Top of Data
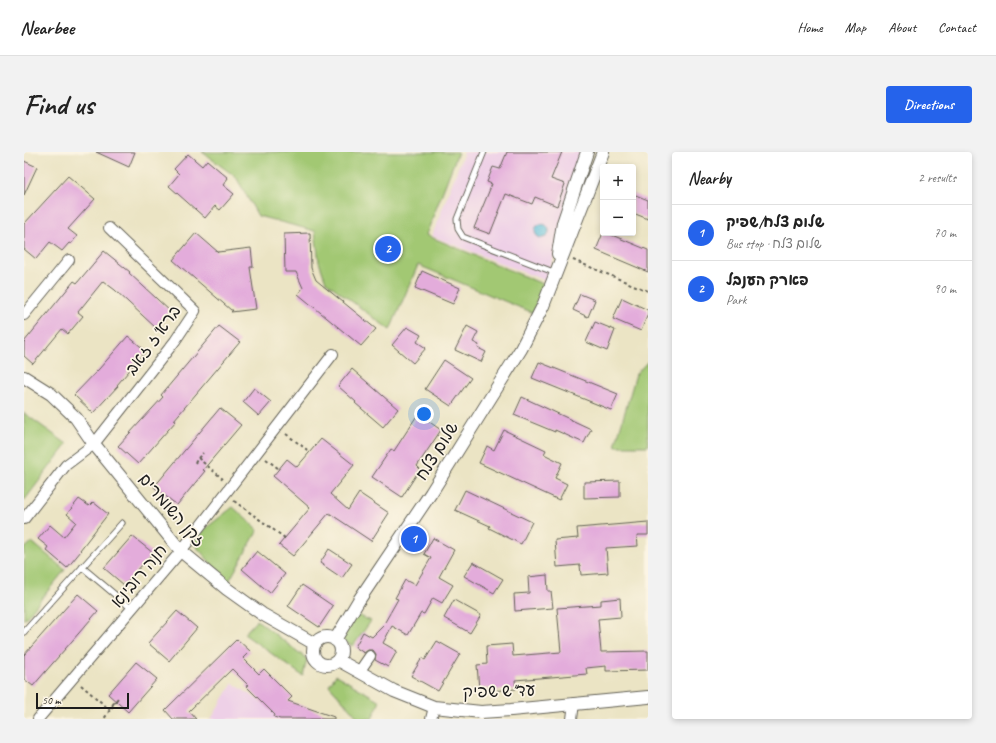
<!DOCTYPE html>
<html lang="en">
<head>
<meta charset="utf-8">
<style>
  :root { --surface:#fff; --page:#f2f2f2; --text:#222; --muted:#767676; --line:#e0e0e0; --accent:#2563eb }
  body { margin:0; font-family:Caveat,"Playpen Sans Hebrew",sans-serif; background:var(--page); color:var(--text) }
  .controls { position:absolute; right:12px; top:12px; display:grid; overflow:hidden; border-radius:4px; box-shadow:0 2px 6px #0003 }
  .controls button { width:36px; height:36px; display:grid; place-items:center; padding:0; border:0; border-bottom:1px solid var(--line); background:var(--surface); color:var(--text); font:20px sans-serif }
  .scale { position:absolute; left:12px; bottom:10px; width:93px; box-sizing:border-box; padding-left:4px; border:2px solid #1c1c1c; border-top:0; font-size:11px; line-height:14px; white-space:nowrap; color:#1c1c1c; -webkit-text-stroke:3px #fcf5e5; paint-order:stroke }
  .you { position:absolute; left:400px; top:262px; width:14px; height:14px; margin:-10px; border:3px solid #fff; border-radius:50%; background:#1a73e8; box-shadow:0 0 0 6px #1a73e833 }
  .badge { display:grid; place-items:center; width:26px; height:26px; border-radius:50%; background:var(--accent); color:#fff; font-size:13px; font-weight:700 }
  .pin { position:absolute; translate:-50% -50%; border:2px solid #fff; box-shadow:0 1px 4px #0006 }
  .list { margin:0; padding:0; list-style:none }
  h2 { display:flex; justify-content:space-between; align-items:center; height:52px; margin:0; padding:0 16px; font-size:17px }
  h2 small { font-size:13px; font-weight:400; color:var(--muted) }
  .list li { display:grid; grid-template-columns:26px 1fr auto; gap:12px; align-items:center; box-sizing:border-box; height:56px; padding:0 16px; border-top:1px solid var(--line) }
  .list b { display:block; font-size:15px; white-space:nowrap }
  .list p { margin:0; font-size:13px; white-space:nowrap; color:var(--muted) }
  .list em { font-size:13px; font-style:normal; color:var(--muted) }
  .map { position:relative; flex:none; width:624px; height:567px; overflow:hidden; border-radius:4px }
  header { display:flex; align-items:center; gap:24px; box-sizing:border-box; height:56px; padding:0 20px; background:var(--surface); border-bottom:1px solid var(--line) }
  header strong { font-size:19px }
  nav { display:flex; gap:22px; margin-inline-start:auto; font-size:14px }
  .intro { display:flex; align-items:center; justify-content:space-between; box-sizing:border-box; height:96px; padding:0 24px }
  h1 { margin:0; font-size:28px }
  .button { padding:10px 18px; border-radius:4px; background:var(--accent); color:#fff; font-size:14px; font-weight:700 }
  main { display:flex; gap:24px; padding:0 24px }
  aside { flex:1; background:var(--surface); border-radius:4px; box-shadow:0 2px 6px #0003 }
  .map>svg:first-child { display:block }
  .built { fill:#eed0e7 }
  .green { fill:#a2c873; stroke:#5f7248 }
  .water { fill:#5dbedb; stroke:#3c6d7c }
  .building { fill:#e3acdb }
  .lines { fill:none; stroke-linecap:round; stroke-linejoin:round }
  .service-casing { stroke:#646257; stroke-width:7 }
  .minor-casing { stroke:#646257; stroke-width:12 }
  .tertiary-casing { stroke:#646257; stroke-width:14 }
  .path { stroke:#646257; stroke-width:2; stroke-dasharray:3 3; stroke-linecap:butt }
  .service { stroke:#fff; stroke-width:5 }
  .minor { stroke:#fff; stroke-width:10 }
  .tertiary { stroke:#fff; stroke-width:12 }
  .labels { text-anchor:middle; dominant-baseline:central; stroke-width:3.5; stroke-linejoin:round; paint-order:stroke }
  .street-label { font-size:17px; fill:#1c1c1c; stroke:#fcf5e5 }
</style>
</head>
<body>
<header>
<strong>Nearbee</strong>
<nav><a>Home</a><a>Map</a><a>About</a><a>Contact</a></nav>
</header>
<div class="intro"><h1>Find us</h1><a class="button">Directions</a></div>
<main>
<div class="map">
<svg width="624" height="567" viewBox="0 0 624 567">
  <rect width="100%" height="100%" fill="#fcf5e5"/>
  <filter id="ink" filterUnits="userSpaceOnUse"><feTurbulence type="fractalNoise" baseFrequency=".025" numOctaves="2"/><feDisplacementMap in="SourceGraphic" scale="8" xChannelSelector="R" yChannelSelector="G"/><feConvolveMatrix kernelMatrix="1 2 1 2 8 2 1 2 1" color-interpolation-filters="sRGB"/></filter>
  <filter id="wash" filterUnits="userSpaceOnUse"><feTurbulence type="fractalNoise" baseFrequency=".012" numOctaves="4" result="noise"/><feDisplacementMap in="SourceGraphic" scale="16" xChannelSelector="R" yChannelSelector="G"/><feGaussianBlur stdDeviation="0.9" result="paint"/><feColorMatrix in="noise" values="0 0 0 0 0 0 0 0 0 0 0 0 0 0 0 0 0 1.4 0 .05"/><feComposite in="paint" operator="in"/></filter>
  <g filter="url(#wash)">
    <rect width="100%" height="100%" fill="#ebe4c4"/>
    <path class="built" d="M440,0H566L522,129L408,84Z
      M209,531L262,567H187Z"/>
    <path class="green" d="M178,0H434L402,83L521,133L509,161L394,113L366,178L302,130L295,110L291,79L234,64L212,25Z
      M624,209V294H591L612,222Z
      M0,261L43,292L0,349Z
      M209,355L234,378L204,431L171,393L164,390Z
      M8,390L41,418L0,468V397Z
      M329,461L347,469L329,494L312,486Z
      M233,468L283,507L279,524L220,482Z
      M312,523L356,549L348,567H335L305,533Z"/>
    <path class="water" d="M511 79a7 7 0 1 1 14 0a7 7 0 1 1-14 0Z"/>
    <g id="blocks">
      <path class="building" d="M72,0H111L105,15Z
        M483,0H538L527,27L541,32L533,54L511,45L508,52L482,42L466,82L450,76L468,32L463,30L469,15L476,17Z
        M164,2L178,14L183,8L204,26L199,33L210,42L196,58L191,54L181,66L145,34L155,22L150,17Z
        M0,9L13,15L0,43Z
        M44,24L71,47L44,77L53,84L47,92L45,91L38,99L26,90L12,107L0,97V72Z
        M609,42L624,48V67L609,61Z
        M172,81L194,100L227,96L229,115H226L232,157L207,160L209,158H207L149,108Z
        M286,81L287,116L292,128L352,177L337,194L274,142L279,136L272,120H261L260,82Z
        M579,81H583L624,98V120L572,98Z
        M80,99L106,120L105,121L147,160L132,176L91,138L79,129L54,160L59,164L44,182L38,177L9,212L0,204V190L50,129L53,131Z
        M398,119L436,136L429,152L391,136Z
        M556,142L571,148L564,165L549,158Z
        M598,146L624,158V162L617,179L589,167Z
        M571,170L591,178L583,199L562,190Z
        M195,174L216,190L150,268L152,269L114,312L94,294L139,245L137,243Z
        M443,174L454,180L449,190L455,193L454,196L462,200L457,210L431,198Z
        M383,175L397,183L393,190L402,196L389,211L368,193Z
        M104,184L122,199L93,233L94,234L69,261L50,243L75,217Z
        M420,208L447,226L427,254L401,237Z
        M515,210L594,242L587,258L508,226Z
        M328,217L374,257L359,275L331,251L332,250L314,234Z
        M230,236L247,250L235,264L219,250Z
        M498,245L567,277L560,291L531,278V280L490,263Z
        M196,256L217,273L179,318L181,319L153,353L130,335Z
        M394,262L417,278L393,314L396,317L378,345L348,325L367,297L370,299Z
        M480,278L522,298L520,302L538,311L531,326L543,332L535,348L455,311L463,294L470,298Z
        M297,287L330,313L306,342L324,358L335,341L365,361L347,389L305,361L269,404L255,393L286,356L249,324L263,307L273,315Z
        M596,329V345L560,346V330Z
        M441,338L508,370L497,392L465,376L466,374L431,358Z
        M55,347L65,354L69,350L84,362L56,398L57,399L43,416L22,398L24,395L14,387L26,373L40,385L52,370L43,362Z
        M624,370V383H613L614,394L582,396L584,421L557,423L556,413L533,415L531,388L554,386L553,376Z
        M108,384L129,401L100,433L80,416Z
        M409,386L430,398L415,425L429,433L418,451L409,446L400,462L397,461L384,483L368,474L359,491L373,499L364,515L351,508L352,502L349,498H344L340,501L331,495L339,480L348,485L362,471L361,470L374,447L371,446L381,428L391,433L407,406L400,402Z
        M305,397L328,412L318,426L296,411Z
        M233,399L261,422L246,441L218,417Z
        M449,410L479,427L470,441L440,424Z
        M523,423L524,439H527L529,456L491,459L490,442L505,441L504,425Z
        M278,433L309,454L295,475L264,454Z
        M54,442L74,459L9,534L0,527V503Z
        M596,446L597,465L574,467L577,500L624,499V518L582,519V514L562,516L563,522L491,528L492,537L466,539L465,536L455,537L453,513L463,512L462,494L488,492L489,504L537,500L533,456L577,453V448Z
        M430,448L457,463L446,481L420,466Z
        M153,459L173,476L145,509L124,491Z
        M213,487L226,499L219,506L235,522L240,517L268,545L264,549L310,565V567H256L250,565L251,563L222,534L224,533L208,517L165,559L172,567H149L141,558Z
        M413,489L436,502L414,539L387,524L398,506L401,508Z
        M112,510L133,527L104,560L84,542Z"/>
    </g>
  </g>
  <g filter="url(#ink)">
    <use href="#blocks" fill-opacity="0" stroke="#646257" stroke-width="1"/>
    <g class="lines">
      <g class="service-casing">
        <path id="service" d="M460,0L433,67L434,77L439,85L532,121
          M58,415L108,457
          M0,480L98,371"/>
      </g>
      <g class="minor-casing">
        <path id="minor" d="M0,163L45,108
          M0,367L42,313L70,292L151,189L171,159L85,76
          M335,520L346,504
          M14,567L157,399L309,202
          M407,567L410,555
          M548,567L550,551"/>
      </g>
      <g class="tertiary-casing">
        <path id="tertiary" d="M534,102L539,71L563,0
          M0,225L27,242L52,266L70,292L157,399L203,437L238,462L291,492
          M289 499a14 14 0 1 1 28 0a14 14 0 1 1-28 0Z
          M311,488L335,448L407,341L497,197L519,154L579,0
          M314,508L370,539L410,555L457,560L487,558L624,545"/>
      </g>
      <path class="path" d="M549,108L624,139
        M262,282L286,300
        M174,306L179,301
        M242,307L255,317
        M171,311L174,306L199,327
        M210,349L261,386
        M57,533L85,557L94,546L80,567"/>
      <use href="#service" class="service"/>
      <use href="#minor" class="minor"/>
      <use href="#tertiary" class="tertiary"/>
    </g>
  </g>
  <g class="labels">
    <g class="street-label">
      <text transform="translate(129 188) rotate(-54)">ברא"ז זאב</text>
      <text transform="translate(413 299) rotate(-58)">שלום צלח</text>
      <text transform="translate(148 358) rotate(49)">זקן השומרים</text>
      <text transform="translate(115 424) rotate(-50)">חנה רובינא</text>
      <text transform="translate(475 539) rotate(-2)">עד"ש שפיק</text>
    </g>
  </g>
</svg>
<div class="controls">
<button>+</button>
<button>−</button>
</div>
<div class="scale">50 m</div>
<div class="you"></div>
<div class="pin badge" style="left:390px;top:387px">1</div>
<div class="pin badge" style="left:364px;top:97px">2</div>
</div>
<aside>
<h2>Nearby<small>2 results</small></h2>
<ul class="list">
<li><span class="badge">1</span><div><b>שלום צלח/שפיק</b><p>Bus stop · שלום צלח</p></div><em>70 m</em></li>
<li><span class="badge">2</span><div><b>פארק הענבל</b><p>Park</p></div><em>90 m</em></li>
</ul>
</aside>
</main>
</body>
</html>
Bottom of Data
Exercise instructions:
Determine how many lines of the data include the word "filterUnits". Reply with the count and no other text.

Expected answer:
2